VYPR
← All advisories
Unrated severityNVD Advisory· Published Dec 31, 2004· Updated Apr 16, 2026

CVE-2004-2643

CVE-2004-2643

Description

Directory traversal in Microsoft cabarc allows overwriting files via '../' in CAB archive filenames.

AI Insight

LLM-synthesized narrative grounded in this CVE's description and references.

Directory traversal in Microsoft cabarc allows overwriting files via '../' in CAB archive filenames.

Vulnerability

The vulnerability is a directory traversal flaw in cabarc, a command-line tool for managing CAB archives. It allows writing files to arbitrary locations via ../ sequences in filenames within a CAB archive. The affected version is unspecified in the available references, but the tool is associated with Microsoft.

Exploitation

An attacker can craft a CAB archive containing files with ../ in their names. When a user or system processes the archive using cabarc, the tool follows the directory traversal and writes files outside the intended extraction directory. No authentication or special privileges are required; only the ability to deliver the malicious CAB file to the target.

Impact

Successful exploitation allows an attacker to overwrite arbitrary files on the system, potentially leading to code execution or system compromise. The level of access is limited by the privileges of the user running cabarc.

Mitigation

No patch or fix is mentioned in the available references. Users should avoid opening CAB archives from untrusted sources with cabarc. Microsoft may have addressed this in later versions; consult vendor documentation.

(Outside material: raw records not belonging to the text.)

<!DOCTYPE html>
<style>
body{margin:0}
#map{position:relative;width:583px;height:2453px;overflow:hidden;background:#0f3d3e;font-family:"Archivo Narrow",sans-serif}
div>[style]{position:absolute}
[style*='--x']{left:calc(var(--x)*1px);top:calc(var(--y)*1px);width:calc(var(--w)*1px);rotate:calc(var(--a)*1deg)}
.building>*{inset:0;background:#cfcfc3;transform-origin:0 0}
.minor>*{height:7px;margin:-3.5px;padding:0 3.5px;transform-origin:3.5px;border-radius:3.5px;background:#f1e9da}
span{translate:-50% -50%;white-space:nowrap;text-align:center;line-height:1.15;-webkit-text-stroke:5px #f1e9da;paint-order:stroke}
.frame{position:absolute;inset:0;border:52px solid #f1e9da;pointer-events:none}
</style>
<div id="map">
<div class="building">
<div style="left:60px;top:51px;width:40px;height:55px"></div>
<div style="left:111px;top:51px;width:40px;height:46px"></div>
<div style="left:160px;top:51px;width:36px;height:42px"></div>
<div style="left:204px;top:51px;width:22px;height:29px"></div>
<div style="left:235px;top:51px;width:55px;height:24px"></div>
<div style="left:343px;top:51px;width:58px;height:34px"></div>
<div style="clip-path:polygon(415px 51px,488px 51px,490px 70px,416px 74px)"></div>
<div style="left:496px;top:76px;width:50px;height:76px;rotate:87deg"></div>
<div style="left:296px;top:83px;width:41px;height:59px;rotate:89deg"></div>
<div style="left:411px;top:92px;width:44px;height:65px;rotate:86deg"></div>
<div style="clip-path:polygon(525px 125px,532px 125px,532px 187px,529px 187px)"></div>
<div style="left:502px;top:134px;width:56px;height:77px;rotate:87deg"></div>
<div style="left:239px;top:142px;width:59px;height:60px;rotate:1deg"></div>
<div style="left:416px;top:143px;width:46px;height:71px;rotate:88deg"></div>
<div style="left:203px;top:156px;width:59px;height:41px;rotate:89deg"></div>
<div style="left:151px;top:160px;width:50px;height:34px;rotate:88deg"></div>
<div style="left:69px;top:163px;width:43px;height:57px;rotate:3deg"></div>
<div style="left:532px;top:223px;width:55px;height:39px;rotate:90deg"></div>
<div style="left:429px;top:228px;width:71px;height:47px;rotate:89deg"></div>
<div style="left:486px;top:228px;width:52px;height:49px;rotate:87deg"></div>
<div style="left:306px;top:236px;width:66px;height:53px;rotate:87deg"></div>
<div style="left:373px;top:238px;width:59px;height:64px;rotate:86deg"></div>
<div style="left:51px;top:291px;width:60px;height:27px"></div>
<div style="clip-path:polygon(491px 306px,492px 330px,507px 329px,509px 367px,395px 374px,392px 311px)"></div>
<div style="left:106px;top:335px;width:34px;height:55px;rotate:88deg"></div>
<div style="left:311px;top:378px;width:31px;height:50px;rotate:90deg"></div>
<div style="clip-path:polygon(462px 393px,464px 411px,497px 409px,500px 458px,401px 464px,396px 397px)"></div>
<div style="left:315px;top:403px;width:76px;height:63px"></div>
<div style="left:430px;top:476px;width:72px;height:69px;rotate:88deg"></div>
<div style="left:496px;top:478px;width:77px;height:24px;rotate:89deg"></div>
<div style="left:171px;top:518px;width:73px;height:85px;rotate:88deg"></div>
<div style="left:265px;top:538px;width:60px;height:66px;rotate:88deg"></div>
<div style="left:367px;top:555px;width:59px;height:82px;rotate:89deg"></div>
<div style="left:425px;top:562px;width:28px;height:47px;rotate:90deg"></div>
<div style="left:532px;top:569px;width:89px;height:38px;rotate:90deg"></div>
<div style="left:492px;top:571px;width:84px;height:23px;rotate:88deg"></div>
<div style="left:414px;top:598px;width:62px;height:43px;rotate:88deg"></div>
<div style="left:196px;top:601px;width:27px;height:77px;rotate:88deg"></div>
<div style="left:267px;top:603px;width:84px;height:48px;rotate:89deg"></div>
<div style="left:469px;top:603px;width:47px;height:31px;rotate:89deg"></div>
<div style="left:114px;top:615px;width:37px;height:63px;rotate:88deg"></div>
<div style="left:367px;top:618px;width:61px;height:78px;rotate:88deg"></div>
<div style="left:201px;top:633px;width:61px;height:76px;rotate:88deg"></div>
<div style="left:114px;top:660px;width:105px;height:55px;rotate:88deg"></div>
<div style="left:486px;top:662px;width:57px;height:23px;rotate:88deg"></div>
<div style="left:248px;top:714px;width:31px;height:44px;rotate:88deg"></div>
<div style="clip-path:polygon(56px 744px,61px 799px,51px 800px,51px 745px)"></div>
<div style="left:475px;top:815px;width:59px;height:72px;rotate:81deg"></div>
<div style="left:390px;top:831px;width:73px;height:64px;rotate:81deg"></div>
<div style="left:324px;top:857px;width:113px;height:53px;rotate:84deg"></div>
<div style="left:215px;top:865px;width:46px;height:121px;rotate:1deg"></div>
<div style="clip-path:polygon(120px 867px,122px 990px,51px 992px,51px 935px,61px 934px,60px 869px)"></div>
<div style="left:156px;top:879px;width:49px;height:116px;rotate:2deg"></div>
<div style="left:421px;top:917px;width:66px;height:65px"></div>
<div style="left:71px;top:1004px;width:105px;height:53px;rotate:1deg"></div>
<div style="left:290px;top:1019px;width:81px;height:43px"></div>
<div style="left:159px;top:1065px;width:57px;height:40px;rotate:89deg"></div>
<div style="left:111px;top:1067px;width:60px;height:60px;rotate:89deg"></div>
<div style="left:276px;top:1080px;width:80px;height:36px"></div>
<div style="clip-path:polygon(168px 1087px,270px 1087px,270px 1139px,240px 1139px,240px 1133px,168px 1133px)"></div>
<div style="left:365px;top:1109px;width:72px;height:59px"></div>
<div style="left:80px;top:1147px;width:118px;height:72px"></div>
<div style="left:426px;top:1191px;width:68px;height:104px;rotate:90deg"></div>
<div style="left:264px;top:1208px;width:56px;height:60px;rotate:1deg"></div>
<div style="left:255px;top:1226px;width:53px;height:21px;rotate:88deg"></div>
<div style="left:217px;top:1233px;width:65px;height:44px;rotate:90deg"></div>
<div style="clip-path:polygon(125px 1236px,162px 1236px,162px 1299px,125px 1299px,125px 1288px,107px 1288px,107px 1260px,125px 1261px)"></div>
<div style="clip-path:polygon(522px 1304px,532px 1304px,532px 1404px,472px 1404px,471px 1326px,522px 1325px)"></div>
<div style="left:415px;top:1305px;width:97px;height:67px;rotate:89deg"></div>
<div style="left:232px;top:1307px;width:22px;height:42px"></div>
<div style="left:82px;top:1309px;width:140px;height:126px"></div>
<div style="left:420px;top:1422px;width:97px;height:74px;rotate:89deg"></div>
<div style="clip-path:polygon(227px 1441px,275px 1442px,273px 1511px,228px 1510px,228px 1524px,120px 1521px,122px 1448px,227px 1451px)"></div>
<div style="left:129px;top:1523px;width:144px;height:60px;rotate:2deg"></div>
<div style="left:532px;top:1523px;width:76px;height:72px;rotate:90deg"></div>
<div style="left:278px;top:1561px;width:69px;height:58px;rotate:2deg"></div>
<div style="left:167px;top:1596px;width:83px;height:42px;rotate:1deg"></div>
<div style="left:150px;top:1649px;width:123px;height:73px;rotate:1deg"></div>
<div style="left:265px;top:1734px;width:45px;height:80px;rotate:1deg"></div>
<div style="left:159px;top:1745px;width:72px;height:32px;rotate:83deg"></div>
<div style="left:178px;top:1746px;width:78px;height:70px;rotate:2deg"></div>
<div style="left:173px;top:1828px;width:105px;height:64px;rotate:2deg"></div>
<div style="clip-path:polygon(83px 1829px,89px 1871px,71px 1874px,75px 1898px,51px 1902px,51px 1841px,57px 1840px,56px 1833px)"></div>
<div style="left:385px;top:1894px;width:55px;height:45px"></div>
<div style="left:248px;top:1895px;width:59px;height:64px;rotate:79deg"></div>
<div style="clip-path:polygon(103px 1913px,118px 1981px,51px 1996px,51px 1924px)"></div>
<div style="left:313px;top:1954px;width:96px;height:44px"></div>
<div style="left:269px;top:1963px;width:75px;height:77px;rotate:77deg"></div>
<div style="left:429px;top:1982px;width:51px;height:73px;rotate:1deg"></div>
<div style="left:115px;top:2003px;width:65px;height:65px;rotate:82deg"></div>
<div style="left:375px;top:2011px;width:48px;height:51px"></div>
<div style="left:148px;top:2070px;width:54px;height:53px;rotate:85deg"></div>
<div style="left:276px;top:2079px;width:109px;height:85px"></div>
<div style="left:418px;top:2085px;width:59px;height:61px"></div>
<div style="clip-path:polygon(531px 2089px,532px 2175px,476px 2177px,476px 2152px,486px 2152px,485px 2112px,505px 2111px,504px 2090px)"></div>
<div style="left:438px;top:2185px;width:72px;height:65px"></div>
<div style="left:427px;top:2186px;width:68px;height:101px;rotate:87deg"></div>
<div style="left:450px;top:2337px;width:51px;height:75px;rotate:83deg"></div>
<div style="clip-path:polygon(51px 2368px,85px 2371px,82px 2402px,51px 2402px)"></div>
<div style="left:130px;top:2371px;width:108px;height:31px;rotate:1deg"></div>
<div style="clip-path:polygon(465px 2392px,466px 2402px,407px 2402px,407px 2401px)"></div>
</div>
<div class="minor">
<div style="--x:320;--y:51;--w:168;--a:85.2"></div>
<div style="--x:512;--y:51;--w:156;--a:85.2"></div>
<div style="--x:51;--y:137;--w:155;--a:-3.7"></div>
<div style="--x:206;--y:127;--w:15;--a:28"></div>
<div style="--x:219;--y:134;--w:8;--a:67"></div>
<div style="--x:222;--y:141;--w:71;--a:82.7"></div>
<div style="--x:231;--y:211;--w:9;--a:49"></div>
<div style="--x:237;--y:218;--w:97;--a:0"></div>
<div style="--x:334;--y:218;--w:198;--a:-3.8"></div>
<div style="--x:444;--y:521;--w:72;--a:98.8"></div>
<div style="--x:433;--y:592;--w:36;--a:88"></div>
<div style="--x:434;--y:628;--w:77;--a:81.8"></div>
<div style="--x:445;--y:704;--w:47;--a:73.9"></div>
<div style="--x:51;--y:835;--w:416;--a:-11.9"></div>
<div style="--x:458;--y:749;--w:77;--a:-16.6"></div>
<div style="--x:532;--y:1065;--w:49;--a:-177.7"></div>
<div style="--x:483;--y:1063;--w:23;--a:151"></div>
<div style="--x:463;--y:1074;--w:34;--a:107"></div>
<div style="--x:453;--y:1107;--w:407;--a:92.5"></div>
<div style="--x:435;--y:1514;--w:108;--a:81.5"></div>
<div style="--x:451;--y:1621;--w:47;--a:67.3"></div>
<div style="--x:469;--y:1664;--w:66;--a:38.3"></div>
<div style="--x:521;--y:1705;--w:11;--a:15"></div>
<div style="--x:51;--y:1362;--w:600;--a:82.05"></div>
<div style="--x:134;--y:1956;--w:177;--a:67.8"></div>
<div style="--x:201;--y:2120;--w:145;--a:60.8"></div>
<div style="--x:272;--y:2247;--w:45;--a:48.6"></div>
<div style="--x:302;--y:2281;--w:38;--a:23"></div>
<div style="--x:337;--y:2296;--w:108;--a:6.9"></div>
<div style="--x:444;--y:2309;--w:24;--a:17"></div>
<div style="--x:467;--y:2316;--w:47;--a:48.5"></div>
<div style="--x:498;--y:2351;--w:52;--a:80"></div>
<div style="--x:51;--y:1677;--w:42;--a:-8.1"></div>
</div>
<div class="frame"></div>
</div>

AI Insight generated on May 24, 2026. Synthesized from this CVE's description and the cited reference URLs; citations are validated against the source bundle.

Affected products

2
  • Microsoft/Cabarc2 versions
    cpe:2.3:a:microsoft:cabarc:*:*:*:*:*:*:*:*+ 1 more
    • cpe:2.3:a:microsoft:cabarc:*:*:*:*:*:*:*:*
    • (no CPE)

Patches

0

No patches discovered yet.

Vulnerability mechanics

No source-code context for this CVE — mechanics is only generated when we can read the actual fix diff. Without that, the four sections (root cause, attack vector, affected code, fix) would be speculation rather than analysis.

References

8

News mentions

0

No linked articles in our index yet.